Description of the task =>
Repeat only the stretch of lines below that runs from the line with "display:flex; flex-direction:column; gap:8px;" through the line with "display:grid; place-items:center; width:45px;", unaltered.
★ ★ ★ ★ ★
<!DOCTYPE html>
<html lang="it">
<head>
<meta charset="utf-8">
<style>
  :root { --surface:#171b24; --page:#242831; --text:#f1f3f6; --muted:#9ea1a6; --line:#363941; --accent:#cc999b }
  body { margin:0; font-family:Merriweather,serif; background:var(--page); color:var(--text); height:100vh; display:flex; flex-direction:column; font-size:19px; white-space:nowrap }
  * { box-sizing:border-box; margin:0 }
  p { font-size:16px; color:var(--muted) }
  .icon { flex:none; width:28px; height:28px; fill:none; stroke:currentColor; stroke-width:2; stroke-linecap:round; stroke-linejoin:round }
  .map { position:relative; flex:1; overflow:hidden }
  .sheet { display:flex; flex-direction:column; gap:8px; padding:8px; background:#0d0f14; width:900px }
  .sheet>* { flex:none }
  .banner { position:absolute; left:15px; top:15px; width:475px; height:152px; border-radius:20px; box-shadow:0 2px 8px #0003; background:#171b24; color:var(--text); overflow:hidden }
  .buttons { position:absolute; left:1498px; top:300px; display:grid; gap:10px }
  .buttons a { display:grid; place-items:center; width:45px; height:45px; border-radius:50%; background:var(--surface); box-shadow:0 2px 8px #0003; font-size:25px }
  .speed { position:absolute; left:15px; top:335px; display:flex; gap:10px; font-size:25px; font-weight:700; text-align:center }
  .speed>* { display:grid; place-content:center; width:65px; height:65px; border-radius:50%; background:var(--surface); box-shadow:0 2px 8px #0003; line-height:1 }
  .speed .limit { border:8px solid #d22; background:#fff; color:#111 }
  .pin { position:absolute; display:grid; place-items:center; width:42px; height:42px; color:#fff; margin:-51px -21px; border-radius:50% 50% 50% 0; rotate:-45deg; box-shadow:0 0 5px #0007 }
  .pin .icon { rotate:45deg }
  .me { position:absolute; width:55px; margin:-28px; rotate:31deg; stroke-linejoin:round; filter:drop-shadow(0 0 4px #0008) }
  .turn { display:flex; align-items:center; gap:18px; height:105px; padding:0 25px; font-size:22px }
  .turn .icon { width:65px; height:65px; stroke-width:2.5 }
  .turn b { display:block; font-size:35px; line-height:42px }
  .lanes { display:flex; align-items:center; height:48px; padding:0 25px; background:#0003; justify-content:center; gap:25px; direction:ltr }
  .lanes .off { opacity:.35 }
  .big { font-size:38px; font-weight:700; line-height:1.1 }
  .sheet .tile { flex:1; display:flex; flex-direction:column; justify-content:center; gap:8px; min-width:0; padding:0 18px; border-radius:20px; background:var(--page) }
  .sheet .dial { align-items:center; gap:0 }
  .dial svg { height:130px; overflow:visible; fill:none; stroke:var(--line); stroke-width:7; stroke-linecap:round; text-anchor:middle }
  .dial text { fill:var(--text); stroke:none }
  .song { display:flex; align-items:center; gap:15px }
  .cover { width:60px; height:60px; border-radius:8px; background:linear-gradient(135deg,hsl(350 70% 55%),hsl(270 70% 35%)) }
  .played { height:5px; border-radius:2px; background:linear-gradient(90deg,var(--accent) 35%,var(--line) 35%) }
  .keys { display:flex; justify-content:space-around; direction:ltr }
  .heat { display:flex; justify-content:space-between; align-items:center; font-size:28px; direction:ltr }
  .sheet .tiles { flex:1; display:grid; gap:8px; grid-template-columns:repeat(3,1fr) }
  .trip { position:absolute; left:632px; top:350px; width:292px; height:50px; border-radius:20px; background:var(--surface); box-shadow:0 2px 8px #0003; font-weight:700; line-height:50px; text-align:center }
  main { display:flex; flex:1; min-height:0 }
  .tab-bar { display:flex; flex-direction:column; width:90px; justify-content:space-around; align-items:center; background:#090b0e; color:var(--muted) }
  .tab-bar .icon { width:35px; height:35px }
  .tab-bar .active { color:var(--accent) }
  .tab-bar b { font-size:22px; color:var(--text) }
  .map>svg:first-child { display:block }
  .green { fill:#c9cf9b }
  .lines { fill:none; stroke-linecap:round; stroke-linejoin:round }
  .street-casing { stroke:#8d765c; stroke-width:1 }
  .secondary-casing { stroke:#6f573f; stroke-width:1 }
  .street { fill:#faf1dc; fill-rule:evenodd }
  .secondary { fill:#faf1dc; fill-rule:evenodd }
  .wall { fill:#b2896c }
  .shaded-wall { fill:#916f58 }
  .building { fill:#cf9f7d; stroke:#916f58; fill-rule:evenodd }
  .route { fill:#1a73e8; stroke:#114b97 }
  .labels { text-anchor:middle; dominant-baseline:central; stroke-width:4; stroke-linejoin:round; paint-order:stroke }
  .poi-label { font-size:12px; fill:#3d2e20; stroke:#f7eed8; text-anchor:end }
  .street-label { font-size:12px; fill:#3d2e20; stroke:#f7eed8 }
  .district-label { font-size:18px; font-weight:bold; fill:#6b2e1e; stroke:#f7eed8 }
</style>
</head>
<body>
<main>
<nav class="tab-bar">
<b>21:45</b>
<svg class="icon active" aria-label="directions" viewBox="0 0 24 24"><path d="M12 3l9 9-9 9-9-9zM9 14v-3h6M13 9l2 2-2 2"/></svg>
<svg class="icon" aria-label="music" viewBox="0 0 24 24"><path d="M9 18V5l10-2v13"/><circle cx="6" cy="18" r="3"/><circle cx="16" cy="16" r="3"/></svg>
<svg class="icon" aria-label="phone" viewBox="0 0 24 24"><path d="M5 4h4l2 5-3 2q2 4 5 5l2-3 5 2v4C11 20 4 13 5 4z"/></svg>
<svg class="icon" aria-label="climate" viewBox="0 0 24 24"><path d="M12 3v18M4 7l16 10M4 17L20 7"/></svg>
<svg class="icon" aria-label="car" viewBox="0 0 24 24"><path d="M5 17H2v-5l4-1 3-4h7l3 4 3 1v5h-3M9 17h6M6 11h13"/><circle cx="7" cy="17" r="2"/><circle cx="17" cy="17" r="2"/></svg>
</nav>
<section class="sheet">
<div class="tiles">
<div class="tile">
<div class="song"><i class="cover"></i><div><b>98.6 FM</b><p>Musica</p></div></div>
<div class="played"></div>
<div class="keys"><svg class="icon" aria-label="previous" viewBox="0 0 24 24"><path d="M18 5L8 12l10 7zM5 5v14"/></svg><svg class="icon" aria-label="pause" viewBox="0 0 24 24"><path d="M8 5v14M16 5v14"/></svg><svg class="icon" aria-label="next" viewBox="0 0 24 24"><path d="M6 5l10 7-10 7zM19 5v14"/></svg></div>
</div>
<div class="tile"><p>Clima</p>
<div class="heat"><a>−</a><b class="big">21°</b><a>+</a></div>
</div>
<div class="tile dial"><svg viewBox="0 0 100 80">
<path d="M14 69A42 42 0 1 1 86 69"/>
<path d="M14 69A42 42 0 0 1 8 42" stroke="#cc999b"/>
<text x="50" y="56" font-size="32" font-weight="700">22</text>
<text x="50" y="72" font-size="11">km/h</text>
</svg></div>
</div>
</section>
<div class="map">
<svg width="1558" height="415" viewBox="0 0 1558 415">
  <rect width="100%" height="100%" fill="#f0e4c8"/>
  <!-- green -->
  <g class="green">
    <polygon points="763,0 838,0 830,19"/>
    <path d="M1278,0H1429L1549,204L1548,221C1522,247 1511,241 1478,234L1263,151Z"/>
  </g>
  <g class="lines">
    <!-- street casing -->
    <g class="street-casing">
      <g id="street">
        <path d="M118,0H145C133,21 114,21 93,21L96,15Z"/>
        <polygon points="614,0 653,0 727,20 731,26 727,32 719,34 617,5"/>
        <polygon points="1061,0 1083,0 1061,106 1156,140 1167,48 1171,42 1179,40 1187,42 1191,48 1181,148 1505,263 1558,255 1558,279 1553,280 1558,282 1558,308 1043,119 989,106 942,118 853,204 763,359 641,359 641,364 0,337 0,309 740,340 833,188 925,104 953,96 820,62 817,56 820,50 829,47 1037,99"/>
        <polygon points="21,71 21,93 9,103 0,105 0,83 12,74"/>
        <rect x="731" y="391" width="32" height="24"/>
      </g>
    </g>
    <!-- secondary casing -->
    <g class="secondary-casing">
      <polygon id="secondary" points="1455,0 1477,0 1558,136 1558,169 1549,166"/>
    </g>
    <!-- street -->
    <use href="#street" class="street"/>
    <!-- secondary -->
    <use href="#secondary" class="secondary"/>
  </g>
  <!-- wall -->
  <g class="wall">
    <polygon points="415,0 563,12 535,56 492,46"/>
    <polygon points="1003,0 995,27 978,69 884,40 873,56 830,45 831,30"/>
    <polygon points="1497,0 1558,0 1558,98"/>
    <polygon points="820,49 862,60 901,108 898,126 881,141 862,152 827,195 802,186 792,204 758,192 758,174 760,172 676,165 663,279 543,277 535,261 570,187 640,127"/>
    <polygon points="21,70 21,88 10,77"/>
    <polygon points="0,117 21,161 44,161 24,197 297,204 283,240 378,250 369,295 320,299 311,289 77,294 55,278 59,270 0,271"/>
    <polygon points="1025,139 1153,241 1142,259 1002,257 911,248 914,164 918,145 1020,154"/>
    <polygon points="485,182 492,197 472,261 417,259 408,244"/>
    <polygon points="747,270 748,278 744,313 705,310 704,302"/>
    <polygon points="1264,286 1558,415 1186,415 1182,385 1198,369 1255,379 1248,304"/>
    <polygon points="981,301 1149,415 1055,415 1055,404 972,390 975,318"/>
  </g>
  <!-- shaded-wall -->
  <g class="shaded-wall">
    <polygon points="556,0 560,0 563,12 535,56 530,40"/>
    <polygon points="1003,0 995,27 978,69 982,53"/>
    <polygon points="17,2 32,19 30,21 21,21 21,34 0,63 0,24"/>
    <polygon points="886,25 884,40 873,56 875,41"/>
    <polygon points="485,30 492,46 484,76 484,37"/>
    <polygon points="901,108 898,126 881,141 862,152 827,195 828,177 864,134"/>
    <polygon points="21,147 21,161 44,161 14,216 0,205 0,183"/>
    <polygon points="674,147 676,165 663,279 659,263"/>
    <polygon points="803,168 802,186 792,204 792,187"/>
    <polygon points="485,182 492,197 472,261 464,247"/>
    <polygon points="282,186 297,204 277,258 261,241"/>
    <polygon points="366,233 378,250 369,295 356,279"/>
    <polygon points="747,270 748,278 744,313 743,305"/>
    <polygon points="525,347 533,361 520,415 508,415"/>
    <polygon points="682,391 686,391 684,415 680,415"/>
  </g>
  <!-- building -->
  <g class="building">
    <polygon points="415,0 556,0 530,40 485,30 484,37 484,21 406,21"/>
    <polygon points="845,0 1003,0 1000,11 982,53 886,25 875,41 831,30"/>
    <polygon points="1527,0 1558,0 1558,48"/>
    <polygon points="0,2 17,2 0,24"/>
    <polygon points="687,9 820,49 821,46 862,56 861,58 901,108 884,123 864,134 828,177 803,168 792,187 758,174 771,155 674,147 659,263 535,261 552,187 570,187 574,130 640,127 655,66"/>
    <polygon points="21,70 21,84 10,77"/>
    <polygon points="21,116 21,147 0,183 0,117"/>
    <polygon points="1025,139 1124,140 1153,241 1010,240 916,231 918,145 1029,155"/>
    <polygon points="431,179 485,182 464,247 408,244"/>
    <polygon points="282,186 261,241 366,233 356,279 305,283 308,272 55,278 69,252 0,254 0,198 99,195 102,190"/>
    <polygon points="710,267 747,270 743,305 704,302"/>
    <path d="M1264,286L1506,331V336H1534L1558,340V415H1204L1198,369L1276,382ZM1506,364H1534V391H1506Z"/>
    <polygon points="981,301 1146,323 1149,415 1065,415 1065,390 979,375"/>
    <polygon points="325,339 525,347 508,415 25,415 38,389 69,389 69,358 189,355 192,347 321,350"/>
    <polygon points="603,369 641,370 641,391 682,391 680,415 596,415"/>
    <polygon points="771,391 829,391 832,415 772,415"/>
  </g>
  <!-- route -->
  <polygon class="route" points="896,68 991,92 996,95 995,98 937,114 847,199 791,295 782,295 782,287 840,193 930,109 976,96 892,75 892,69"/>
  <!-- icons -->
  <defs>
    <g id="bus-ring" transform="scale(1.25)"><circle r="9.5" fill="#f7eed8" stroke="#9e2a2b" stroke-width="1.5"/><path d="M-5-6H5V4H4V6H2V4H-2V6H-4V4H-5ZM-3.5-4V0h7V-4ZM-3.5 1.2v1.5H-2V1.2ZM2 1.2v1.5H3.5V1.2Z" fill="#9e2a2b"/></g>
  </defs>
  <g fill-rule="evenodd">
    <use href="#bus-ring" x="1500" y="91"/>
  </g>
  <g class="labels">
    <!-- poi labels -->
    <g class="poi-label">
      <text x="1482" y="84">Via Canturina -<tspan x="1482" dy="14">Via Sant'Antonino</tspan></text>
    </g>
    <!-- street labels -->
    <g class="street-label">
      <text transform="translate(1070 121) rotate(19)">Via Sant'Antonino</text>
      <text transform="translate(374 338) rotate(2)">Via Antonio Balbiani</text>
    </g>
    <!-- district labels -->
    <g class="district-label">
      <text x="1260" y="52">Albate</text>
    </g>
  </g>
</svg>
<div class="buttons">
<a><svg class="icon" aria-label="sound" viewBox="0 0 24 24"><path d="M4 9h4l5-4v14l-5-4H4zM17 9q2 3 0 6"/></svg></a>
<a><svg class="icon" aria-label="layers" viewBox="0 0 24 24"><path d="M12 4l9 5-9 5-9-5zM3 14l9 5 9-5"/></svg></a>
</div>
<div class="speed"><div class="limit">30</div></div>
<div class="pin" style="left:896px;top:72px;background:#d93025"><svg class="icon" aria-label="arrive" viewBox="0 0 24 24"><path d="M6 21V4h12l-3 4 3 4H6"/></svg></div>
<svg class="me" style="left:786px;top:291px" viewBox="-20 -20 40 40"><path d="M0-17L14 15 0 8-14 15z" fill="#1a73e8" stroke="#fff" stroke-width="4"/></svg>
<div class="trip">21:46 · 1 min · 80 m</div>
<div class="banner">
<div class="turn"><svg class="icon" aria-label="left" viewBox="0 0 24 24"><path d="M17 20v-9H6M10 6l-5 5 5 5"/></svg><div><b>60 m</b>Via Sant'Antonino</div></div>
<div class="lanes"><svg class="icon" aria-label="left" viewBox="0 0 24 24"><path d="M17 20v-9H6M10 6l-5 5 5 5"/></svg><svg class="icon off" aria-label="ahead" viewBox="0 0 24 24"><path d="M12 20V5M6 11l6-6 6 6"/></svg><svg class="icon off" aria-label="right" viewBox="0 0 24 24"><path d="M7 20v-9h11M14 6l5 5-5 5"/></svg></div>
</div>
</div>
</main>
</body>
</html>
★ ★ ★ ★ ★
Solution below =>
  .sheet { display:flex; flex-direction:column; gap:8px; padding:8px; background:#0d0f14; width:900px }
  .sheet>* { flex:none }
  .banner { position:absolute; left:15px; top:15px; width:475px; height:152px; border-radius:20px; box-shadow:0 2px 8px #0003; background:#171b24; color:var(--text); overflow:hidden }
  .buttons { position:absolute; left:1498px; top:300px; display:grid; gap:10px }
  .buttons a { display:grid; place-items:center; width:45px; height:45px; border-radius:50%; background:var(--surface); box-shadow:0 2px 8px #0003; font-size:25px }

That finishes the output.